* **Exercise**:
Report each line of the entries that contains the word "Reynolds", copied in full.

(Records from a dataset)
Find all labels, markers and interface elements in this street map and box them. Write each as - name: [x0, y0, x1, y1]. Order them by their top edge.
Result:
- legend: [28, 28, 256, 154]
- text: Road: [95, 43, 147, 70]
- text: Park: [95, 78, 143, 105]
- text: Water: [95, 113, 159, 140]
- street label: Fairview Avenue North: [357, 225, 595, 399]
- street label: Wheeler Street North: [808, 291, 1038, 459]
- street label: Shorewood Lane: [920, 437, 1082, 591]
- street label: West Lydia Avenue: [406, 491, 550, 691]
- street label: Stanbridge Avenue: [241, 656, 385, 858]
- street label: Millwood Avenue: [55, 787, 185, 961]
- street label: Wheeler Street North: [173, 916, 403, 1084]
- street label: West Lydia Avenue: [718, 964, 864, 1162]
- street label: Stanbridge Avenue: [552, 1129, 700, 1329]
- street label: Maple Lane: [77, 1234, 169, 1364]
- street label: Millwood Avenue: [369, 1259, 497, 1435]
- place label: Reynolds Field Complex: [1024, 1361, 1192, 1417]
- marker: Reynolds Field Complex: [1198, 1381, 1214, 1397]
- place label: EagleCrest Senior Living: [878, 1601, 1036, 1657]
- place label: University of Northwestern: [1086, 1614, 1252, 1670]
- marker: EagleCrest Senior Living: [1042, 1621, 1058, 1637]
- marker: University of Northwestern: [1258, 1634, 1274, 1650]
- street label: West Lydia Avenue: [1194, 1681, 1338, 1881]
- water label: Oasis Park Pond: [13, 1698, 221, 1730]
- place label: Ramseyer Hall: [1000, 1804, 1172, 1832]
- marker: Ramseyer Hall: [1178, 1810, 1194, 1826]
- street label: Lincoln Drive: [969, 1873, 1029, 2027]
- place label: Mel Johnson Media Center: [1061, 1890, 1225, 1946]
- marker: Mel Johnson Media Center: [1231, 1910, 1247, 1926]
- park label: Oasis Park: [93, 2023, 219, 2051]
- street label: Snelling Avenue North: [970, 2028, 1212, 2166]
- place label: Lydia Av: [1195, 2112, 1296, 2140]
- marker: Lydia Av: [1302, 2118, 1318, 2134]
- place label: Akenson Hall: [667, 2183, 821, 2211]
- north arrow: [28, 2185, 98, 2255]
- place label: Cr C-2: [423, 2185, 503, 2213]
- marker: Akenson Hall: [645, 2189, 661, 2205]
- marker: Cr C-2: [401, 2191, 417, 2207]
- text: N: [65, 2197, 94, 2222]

* **Response to the exercise**:
- place label: Reynolds Field Complex: [1024, 1361, 1192, 1417]
- marker: Reynolds Field Complex: [1198, 1381, 1214, 1397]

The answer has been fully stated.